3DMark05

So, 3D Mark 2005 was released, took root and is now used successfully. It's high time to sum up what we know and think about this test and write a short but concise description of its features.

Let's start from the end, or to be more exact, from sideways. Besides game and synthetic tests and settings, the right part of the window on top offers system information, which is available at the Details... button in the form of compact and convenient HTML file. The following reports are available:

CPU – main parameters, manufacturer, additional features. By the way, for some reason the program detects the wrong cache size in Celeron D (it displays 0 for both L1 and L2).
DirectX version
Information about a video card, including the main points from DX CAPS – shader versions, the number of light sources and textures supported, additional features, texture formats, available memory. Besides, the program detects frequencies of the core and video card memory.
DirectShow – installed audio and video codecs and filters.
DirectSound – parameters of sound devices in the system.
Memory – capacity of the available RAM and virtual memory, more detailed information on motherboard slots and installed modules, including the frequency and characteristic access time.
Motherboard – information on the motherboard, chipset, PCI and AGP slots.
Information on system devices (audio, network, and communication adapters and controllers)
Information on USB and FireWire ports and devices
Information on the operating system an installed service pack, about active processes.
Information on hard disks and logical disks.
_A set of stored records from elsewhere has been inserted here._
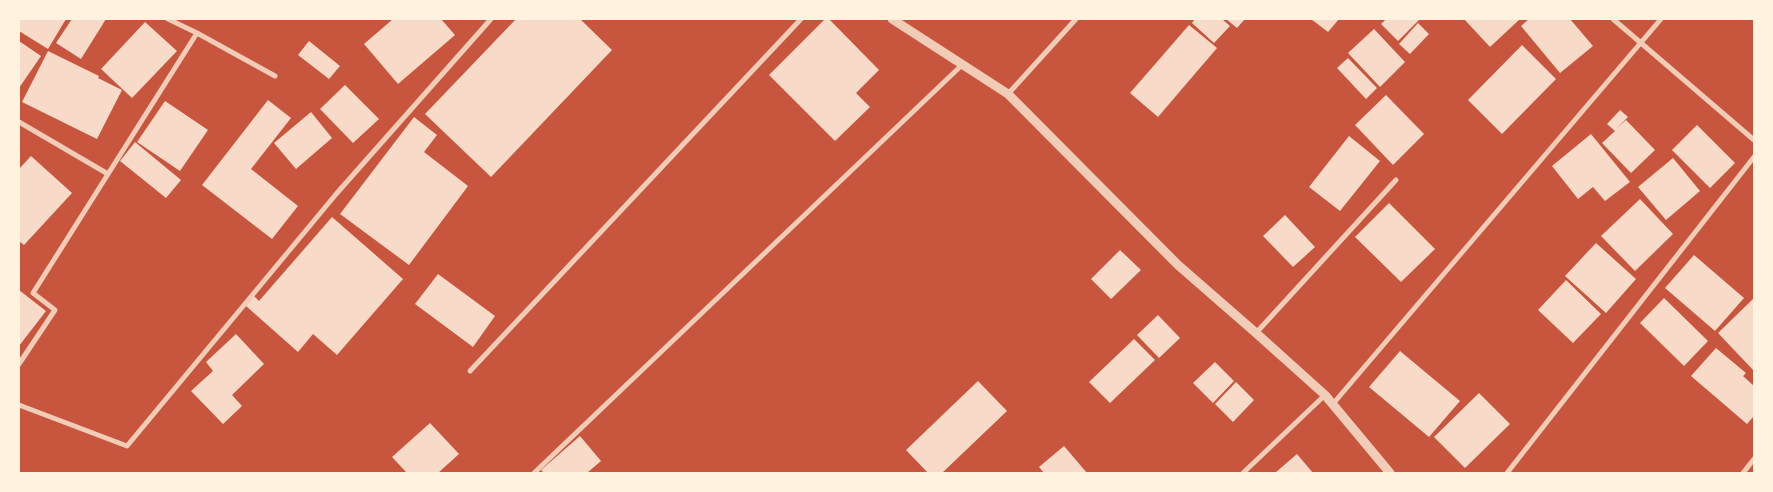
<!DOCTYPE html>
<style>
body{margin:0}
#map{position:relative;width:1773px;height:492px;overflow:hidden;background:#c8553d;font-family:Ubuntu,sans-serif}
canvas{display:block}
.frame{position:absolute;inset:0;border:20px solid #fff3e0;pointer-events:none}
</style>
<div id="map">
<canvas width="1773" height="492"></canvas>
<div class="frame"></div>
</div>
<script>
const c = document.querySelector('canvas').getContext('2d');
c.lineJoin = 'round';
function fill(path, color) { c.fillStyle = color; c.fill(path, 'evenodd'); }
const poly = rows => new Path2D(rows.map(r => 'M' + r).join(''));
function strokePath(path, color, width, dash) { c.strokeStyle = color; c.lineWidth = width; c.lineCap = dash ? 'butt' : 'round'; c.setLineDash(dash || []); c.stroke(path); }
fill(poly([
 [19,19,66,19,48,49,19,31],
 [72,19,106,19,81,59,56,43],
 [393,19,441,19,455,35,398,84,364,44],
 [516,19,580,19,612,50,491,177,425,114],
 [825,19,829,19,879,70,856,93,870,107,835,141,769,75],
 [1195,19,1222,19,1230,26,1214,43,1192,23],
 [1226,19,1245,19,1237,28],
 [1311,19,1339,19,1328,32],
 [1386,19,1420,19,1398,41,1381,24],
 [1464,19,1520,19,1490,47],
 [1529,19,1570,19,1593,46,1560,73,1521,26],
 [145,22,177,51,132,98,101,69],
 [1418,23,1429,34,1410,54,1399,44],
 [1189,25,1217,48,1158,117,1130,93],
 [1374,29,1405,62,1380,87,1348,53],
 [19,41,41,56,19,88],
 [309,41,340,66,329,79,298,55],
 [1522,45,1556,79,1502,134,1468,100],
 [48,51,99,76,98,78,122,90,97,139,22,102],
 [1348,58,1377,88,1366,99,1337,68],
 [345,85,379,119,353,143,320,109],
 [1386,95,1424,134,1393,165,1355,125],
 [268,100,291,118,251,169,298,206,272,239,202,185],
 [165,101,208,130,180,171,137,142],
 [1620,110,1628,117,1616,129,1626,120,1655,150,1631,173,1602,143,1615,131,1607,124],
 [311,112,332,138,296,169,274,143],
 [414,117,437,135,424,152,468,186,409,265,340,214],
 [1697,125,1735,163,1710,188,1672,150],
 [1591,134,1630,182,1605,201,1593,187,1578,199,1552,166],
 [1349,136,1380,161,1340,211,1309,187],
 [135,142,181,180,166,198,120,161],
 [31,156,72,193,24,245,19,241,19,169],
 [1673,158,1700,191,1666,220,1638,187],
 [1640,199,1673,234,1635,271,1601,236],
 [1389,203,1435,249,1401,282,1355,237],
 [1285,215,1315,247,1293,267,1263,236],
 [332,217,403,279,337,355,313,334,298,352,246,306,254,296,259,301],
 [1596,243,1636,279,1606,313,1565,276],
 [1120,250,1141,270,1111,299,1091,279],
 [1694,255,1744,298,1715,331,1665,288],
 [438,274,495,316,473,347,415,304],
 [1566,280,1601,314,1573,343,1538,310],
 [19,290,46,311,19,346],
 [1664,298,1708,341,1684,366,1640,323],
 [1754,298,1754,371,1718,333],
 [1158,315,1180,338,1159,358,1137,335],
 [236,334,264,364,232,395,242,406,223,424,191,391,213,371,206,362],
 [1134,339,1155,360,1110,403,1089,382],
 [1716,348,1746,373,1743,376,1754,386,1754,416,1747,424,1691,376],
 [1400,351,1460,401,1429,437,1369,387],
 [1215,362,1234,381,1213,403,1193,383],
 [978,381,1007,411,942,473,928,473,906,450],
 [1236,382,1254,400,1233,422,1215,404],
 [1479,393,1510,424,1465,468,1434,437],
 [430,423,459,454,438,473,407,473,392,457],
 [580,436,601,461,587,473,544,473,541,470],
 [1064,446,1087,473,1044,473,1039,467],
 [1297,454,1313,473,1275,473]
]), '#f7dbc8');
strokePath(poly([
 [168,19,197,33,275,76],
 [1613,19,1754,140],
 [1008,94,1076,19],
 [19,122,108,174],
 [1256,333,1396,180],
 [19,364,55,310,33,293,197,33],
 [470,371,801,19],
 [19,405,127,446,337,193,491,19],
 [1332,405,1661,19],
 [534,473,963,64],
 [1243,473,1325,395],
 [1507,473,1754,157],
 [1743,473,1754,459]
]), '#f1ccb7', 5);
strokePath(poly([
 [892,19,1008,94,1178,265,1256,333,1325,395,1390,473]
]), '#f1ccb7', 9);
</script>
This report does not claim to be complete but it touches upon all important parameters, including frequencies of the processor, video card and memory, and certainly contains a lot of useful information, especially for users without special information or tuning utilities, such as RIVA-Tuner.

The Settings section is in the middle of the window. They are available only in commercial versions of the benchmark – you have to register your copy as PRO or Business to access the settings. Otherwise, all the tests are carried out with default settings and in default resolution. The settings include:

Resolution
Anti-aliasing – mode and quality (in some cases these settings may be forced by the driver)
Texture-filtering – quality and maximum degree of anisotropy (in some cases these settings may be forced by the driver)
VS è PS Profile – version of vertex and pixels shaders processed by the accelerator in the process of testing. Initially the shaders are specified in the high-level HLSL code, which is then compiled by DirectX into a given version of assembler code supported by the accelerator.
Rendering Options:
1. Force Full Precision – always calculate shader information with full precision (FP24/32 formats everywhere possible).
2. Disable DST – disable shadow maps (Depth Stencil Test algorithm)
3. Disable post-processing – disable 2D post processing of frames.
4. Force software vertex shaders – vertex shaders are forced to be calculated by CPU.
5. Color mipmaps – highlight different mip-levels of textures with different colors to be able to control visually the quality of trilinear and anisotropic filtering.
6. Repeat & Loop – running tests several times or in a loop, averaging results to get more precise results. Besides there is an option to fix the frame rate, which is relevant to evaluate rendering performance of Doom III-like games.

The Results section is located in the bottom right corner, its purpose can be easily guessed from its title. The free version allows only to save the file with results and view it online, while the commercial version can export results to Excel.

Speaking of commercial versions – there are two license types for 3D Mark 05 – professional (~$20, in case you download it) and Business (~$240). The former includes all settings and export options, blocked in the free version. The latter also allows to control tests from command prompt, which is very important when you test large volumes of various equipment, for example, in case of something like our 3Digest. Owners of the previous version will only have to pay $10 for the PRO license.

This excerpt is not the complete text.